In seguito al riconoscimento della Palestina quale Stato osservatore non membro delle Nazioni unite, rinnovo l’auspicio che, con il sostegno della comunità internazionale, israeliani e palestinesi s’impegnino per una pacifica convivenza nell’ambito di due Stati sovrani, dove il rispetto della giustizia e delle legittime aspirazioni dei due Popoli sia tutelato e garantito. Gerusalemme, diventa ciò che il tuo nome significa! Città della pace e non della divisione; profezia del Regno di Dio e non messaggio d’instabilità e di contrapposizione».

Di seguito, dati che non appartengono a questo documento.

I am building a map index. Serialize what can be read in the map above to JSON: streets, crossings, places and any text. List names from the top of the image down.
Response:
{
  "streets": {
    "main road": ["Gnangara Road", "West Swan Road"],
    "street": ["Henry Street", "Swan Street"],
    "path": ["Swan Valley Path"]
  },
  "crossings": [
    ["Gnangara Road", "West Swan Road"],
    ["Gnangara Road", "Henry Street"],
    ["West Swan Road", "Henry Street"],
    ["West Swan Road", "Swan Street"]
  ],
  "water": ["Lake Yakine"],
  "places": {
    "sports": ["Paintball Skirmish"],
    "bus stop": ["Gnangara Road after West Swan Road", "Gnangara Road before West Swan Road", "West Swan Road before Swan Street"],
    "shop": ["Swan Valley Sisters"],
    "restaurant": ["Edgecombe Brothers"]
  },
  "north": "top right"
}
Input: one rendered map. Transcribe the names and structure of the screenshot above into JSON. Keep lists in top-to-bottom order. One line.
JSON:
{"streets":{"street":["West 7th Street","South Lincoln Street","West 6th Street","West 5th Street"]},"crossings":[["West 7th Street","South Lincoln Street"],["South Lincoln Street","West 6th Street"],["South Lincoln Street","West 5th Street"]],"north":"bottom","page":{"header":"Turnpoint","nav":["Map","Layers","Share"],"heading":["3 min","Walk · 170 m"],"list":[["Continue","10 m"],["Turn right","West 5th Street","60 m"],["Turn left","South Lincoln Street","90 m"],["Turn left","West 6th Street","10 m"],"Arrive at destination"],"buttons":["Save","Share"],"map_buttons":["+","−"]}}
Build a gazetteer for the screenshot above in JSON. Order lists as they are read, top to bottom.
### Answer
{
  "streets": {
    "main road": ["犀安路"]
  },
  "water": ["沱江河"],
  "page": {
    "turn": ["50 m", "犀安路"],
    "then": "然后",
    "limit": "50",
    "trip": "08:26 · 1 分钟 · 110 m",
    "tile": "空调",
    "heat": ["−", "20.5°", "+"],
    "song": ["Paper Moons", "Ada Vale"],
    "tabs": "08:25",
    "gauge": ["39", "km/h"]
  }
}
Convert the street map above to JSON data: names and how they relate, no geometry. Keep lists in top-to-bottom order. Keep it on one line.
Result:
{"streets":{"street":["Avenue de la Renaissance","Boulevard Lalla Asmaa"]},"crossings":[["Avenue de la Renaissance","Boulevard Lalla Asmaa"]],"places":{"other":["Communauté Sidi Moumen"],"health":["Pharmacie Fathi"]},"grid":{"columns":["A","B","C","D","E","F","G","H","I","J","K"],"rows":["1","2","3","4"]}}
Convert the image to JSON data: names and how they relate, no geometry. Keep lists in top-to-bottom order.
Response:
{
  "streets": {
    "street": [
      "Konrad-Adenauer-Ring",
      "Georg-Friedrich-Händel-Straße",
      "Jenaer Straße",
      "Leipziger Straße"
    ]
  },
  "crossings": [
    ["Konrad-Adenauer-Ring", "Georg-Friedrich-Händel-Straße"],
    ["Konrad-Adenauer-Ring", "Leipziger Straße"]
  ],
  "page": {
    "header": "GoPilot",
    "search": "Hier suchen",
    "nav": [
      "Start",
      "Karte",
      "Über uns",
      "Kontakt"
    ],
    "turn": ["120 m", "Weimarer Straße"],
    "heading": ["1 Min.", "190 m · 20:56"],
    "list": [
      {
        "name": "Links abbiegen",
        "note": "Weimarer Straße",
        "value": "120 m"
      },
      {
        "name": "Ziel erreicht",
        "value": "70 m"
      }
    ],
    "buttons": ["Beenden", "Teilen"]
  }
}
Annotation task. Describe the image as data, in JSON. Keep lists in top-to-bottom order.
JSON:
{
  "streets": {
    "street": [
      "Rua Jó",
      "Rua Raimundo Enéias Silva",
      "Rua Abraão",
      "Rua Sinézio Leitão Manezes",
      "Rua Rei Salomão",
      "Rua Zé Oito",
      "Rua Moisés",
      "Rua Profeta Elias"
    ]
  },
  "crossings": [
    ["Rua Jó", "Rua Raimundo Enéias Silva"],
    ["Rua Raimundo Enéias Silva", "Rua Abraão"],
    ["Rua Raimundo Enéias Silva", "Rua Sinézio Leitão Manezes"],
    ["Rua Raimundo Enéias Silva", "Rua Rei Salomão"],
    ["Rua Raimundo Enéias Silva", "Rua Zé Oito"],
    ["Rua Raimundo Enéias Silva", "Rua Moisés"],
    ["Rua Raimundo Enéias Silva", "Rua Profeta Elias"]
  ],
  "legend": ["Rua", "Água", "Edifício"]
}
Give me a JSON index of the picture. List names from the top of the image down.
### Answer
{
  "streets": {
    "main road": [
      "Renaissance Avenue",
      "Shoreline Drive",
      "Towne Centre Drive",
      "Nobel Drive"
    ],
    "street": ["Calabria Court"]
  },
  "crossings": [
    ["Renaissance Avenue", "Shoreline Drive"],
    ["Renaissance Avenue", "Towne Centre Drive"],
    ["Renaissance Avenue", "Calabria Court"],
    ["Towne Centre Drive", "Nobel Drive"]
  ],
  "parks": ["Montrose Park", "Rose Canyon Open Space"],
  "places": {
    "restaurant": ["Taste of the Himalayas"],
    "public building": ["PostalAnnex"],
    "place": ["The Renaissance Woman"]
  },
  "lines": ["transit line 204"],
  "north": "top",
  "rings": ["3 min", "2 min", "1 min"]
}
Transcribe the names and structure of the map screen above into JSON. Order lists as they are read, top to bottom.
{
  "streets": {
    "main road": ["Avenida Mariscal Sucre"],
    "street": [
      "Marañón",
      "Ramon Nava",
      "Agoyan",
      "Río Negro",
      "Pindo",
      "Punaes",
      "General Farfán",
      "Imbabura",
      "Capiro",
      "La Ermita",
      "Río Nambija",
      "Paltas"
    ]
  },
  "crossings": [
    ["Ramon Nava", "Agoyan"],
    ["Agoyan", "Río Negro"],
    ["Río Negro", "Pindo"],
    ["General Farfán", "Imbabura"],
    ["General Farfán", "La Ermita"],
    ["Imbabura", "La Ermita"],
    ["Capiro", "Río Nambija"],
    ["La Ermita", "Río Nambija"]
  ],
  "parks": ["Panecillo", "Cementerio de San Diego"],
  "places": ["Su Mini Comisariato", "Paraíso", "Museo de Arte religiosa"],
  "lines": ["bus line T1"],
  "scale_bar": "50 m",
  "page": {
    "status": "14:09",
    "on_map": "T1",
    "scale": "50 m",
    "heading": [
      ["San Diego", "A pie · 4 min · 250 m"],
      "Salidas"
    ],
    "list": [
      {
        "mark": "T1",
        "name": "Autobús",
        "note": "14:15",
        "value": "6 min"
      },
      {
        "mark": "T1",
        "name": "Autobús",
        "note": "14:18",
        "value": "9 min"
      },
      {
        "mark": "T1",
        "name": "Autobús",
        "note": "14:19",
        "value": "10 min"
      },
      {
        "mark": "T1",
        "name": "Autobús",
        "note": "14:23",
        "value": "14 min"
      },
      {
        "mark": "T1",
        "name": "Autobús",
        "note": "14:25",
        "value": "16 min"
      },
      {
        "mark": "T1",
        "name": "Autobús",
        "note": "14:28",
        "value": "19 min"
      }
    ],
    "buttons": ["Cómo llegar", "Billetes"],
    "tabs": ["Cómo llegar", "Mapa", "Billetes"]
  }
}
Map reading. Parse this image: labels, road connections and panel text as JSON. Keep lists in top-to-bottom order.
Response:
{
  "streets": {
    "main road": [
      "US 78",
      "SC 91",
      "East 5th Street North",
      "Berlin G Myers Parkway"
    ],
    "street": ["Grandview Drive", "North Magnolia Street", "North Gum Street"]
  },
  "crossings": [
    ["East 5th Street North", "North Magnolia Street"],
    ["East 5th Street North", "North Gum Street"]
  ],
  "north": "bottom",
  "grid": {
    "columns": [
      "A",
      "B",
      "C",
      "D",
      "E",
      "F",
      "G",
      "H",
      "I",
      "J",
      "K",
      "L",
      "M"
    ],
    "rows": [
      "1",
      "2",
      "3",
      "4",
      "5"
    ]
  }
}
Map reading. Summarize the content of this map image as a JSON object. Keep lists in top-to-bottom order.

Benedetto XVI si è detto anche molto preoccupato per la situazione dell’Africa sub-sahariana «dove rimangono aperte le ferite delle guerre e pesano gravi conseguenze umanitarie». La Regione del Corno d’Africa, la situazione della Repubblica democratica del Congo, gli attentati in Nigeria «che mietono vittime, soprattutto tra i fedeli cristiani riuniti in preghiera, quasi che l’odio volesse trasformare dei templi di preghiera e di pace in altrettanti centri di paura e di divisione», il Mali, la Repubblica centrafricana devono avviarsi verso la stabilità e la pace.
Ma il Pontefice non ha parlato solo di conflitti e guerre. Al centro del suo discorso anche il lavoro. La crisi economica, ha spiegato il Papa «si è sviluppata perché troppo spesso è stato assolutizzato il profitto, a scapito del lavoro, e ci si è avventurati senza freni sulle strade dell’economia finanziaria, piuttosto che di quella reale. Occorre dunque recuperare il senso del lavoro e di un profitto a esso proporzionato. A tal fine, giova educare a resistere alle tentazioni degli interessi particolari e a breve termine, per orientarsi piuttosto in direzione del bene comune».
E mentre ha esortato i Paesi a lavorare insieme – «da soli alcuni Paesi andranno forse più veloci, ma, insieme, tutti andranno certamente più lontano» – ha ricordato che «se preoccupa l’indice differenziale tra i tassi finanziari, dovrebbero destare sgomento le crescenti differenze fra pochi, sempre più ricchi, e molti, irrimediabilmente più poveri. Si tratta, insomma, di non rassegnarsi allo "spread del benessere sociale", mentre si combatte quello della finanza».